───── Data in this exercise ─────

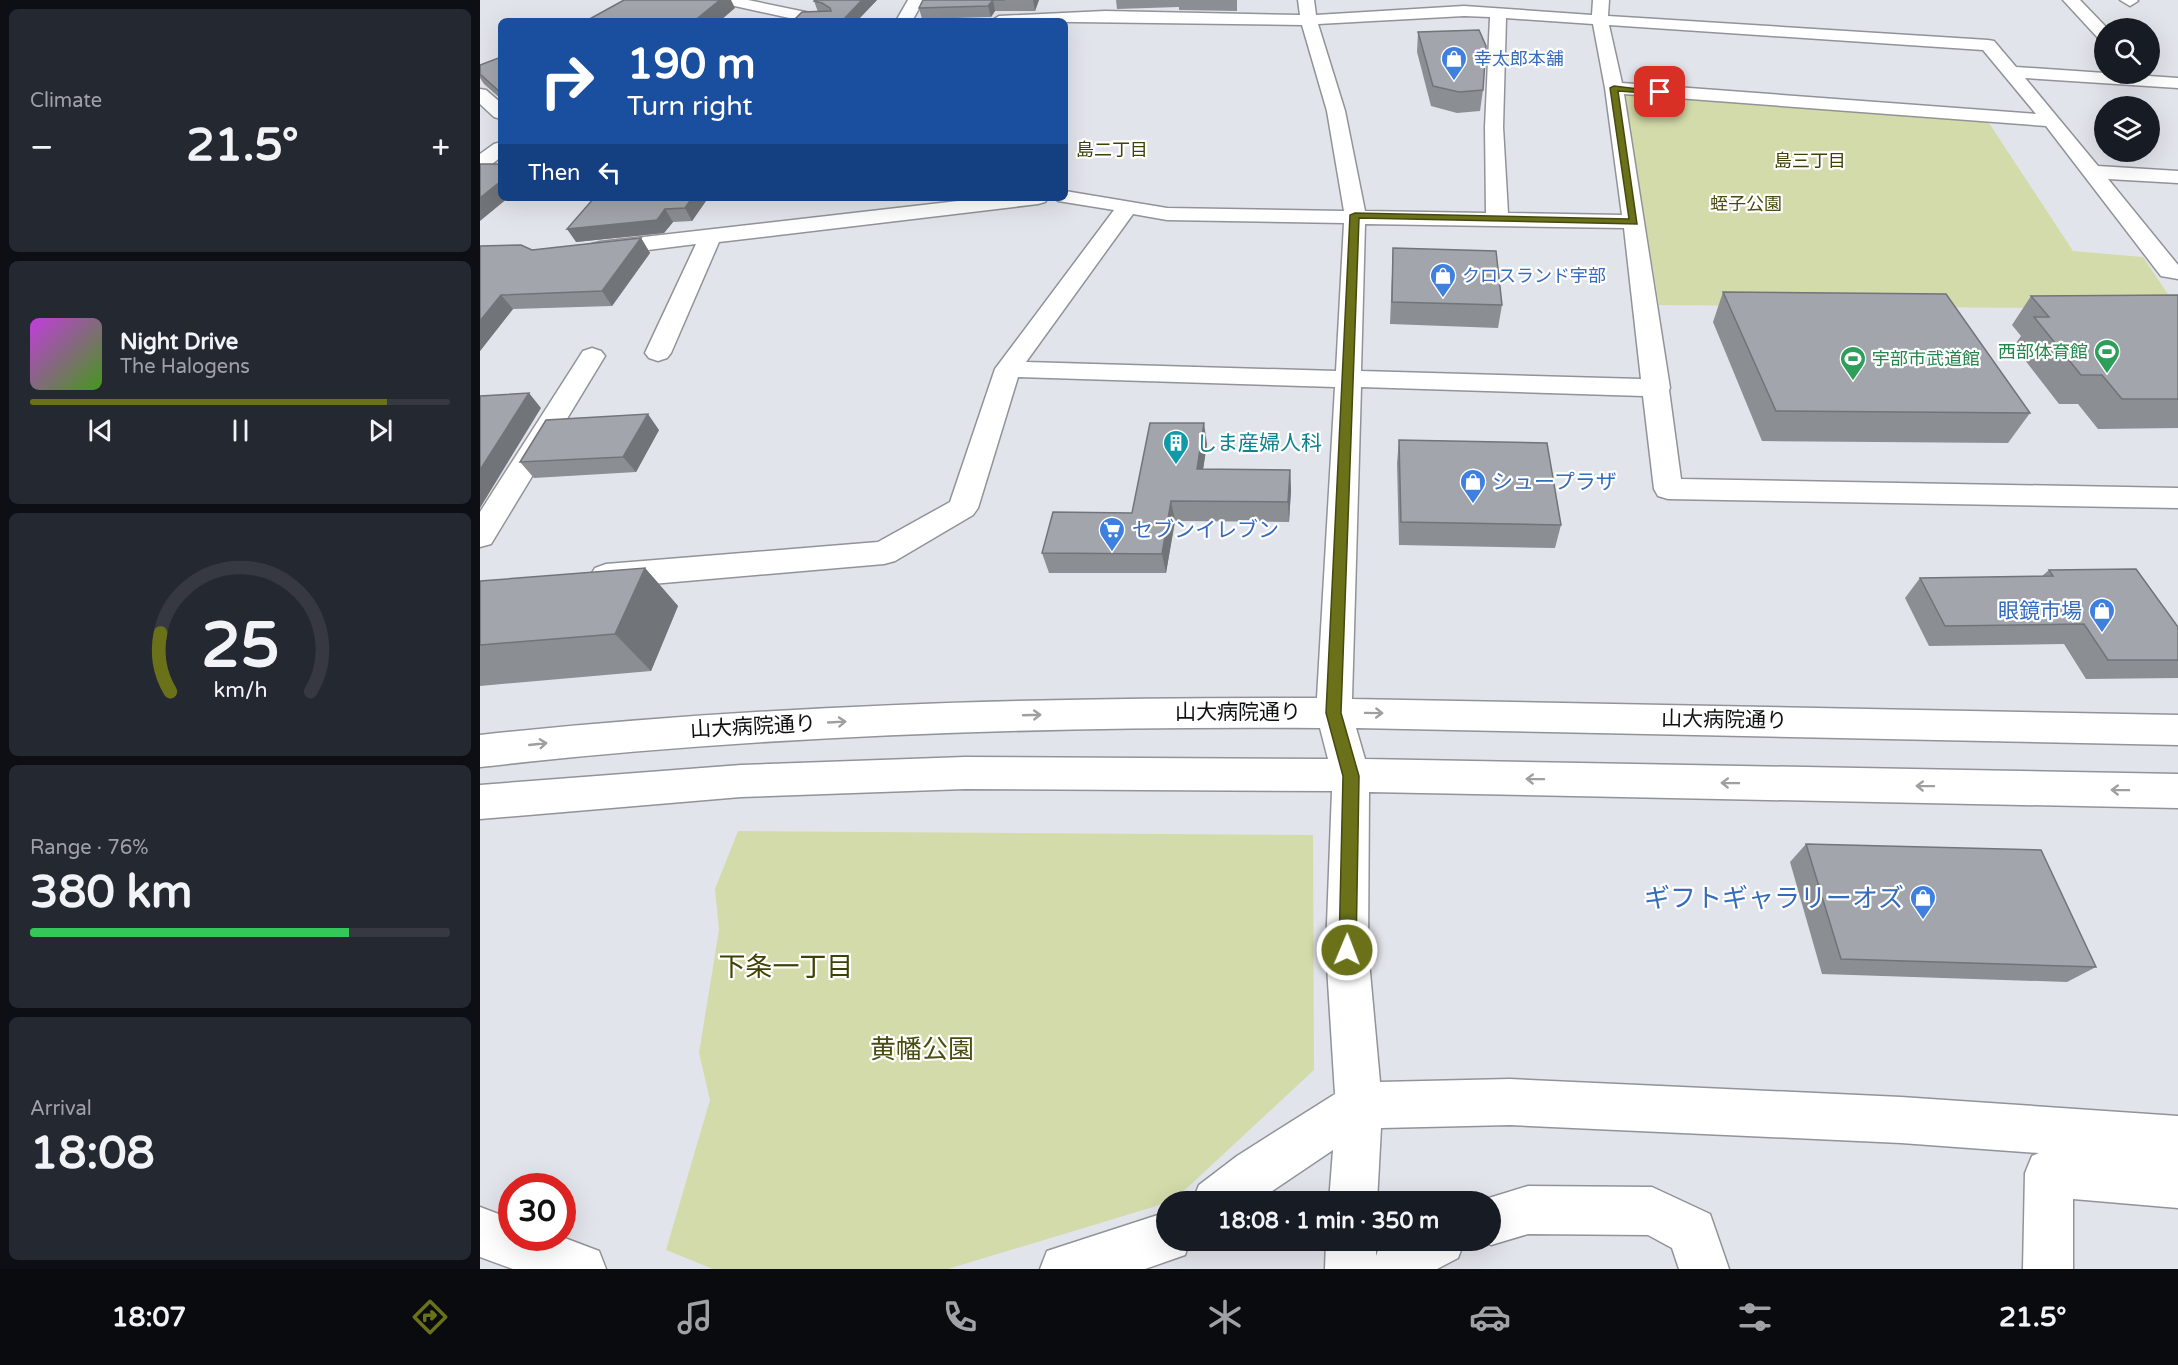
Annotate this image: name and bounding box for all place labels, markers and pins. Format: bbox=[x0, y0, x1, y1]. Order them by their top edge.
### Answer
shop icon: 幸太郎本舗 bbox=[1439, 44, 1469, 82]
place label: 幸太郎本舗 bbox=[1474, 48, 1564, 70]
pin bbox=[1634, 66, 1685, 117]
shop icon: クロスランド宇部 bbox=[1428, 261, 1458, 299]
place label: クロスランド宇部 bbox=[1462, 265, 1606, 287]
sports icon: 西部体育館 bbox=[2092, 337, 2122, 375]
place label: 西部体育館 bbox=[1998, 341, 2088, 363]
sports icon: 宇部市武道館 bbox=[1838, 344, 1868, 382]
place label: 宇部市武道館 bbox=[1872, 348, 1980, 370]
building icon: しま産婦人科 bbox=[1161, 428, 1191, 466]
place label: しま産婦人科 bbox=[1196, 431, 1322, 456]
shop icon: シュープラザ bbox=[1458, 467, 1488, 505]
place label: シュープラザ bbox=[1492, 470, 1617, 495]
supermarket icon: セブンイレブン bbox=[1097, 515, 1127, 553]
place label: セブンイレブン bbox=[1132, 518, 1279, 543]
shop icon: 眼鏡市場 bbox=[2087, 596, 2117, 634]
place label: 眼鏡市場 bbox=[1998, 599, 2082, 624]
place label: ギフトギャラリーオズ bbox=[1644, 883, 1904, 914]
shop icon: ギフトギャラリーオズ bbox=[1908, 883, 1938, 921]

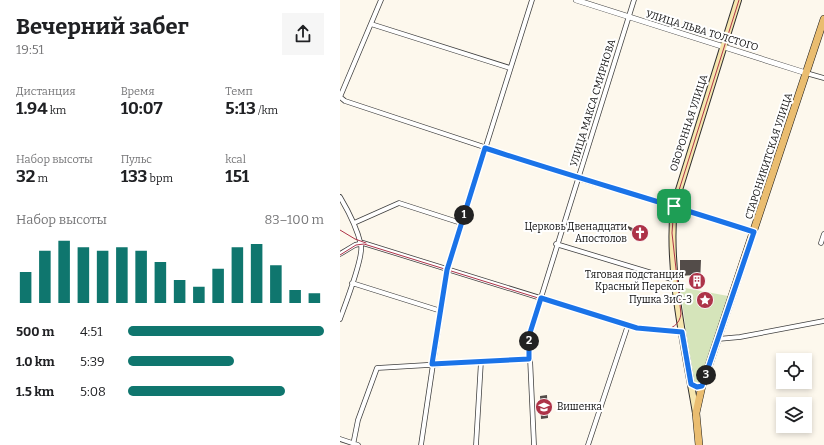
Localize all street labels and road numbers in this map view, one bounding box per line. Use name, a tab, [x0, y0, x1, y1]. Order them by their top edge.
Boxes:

─────

• **Exercise**
Repeat all of the data above word for word, minus the pictures.

• **Response area**
Annotate this image: name and bounding box for all place labels, markers and pins. Format: bbox=[x0, y0, x1, y1]. Order them by their top edge.
### Answer
shop icon: 幸太郎本舗 bbox=[1439, 44, 1469, 82]
place label: 幸太郎本舗 bbox=[1474, 48, 1564, 70]
pin bbox=[1634, 66, 1685, 117]
shop icon: クロスランド宇部 bbox=[1428, 261, 1458, 299]
place label: クロスランド宇部 bbox=[1462, 265, 1606, 287]
sports icon: 西部体育館 bbox=[2092, 337, 2122, 375]
place label: 西部体育館 bbox=[1998, 341, 2088, 363]
sports icon: 宇部市武道館 bbox=[1838, 344, 1868, 382]
place label: 宇部市武道館 bbox=[1872, 348, 1980, 370]
building icon: しま産婦人科 bbox=[1161, 428, 1191, 466]
place label: しま産婦人科 bbox=[1196, 431, 1322, 456]
shop icon: シュープラザ bbox=[1458, 467, 1488, 505]
place label: シュープラザ bbox=[1492, 470, 1617, 495]
supermarket icon: セブンイレブン bbox=[1097, 515, 1127, 553]
place label: セブンイレブン bbox=[1132, 518, 1279, 543]
shop icon: 眼鏡市場 bbox=[2087, 596, 2117, 634]
place label: 眼鏡市場 bbox=[1998, 599, 2082, 624]
place label: ギフトギャラリーオズ bbox=[1644, 883, 1904, 914]
shop icon: ギフトギャラリーオズ bbox=[1908, 883, 1938, 921]

Localize all street labels and road numbers in this map view, one bounding box per line. Use name, a tab, [x0, y0, x1, y1]. Order them by their top edge.
Boxes:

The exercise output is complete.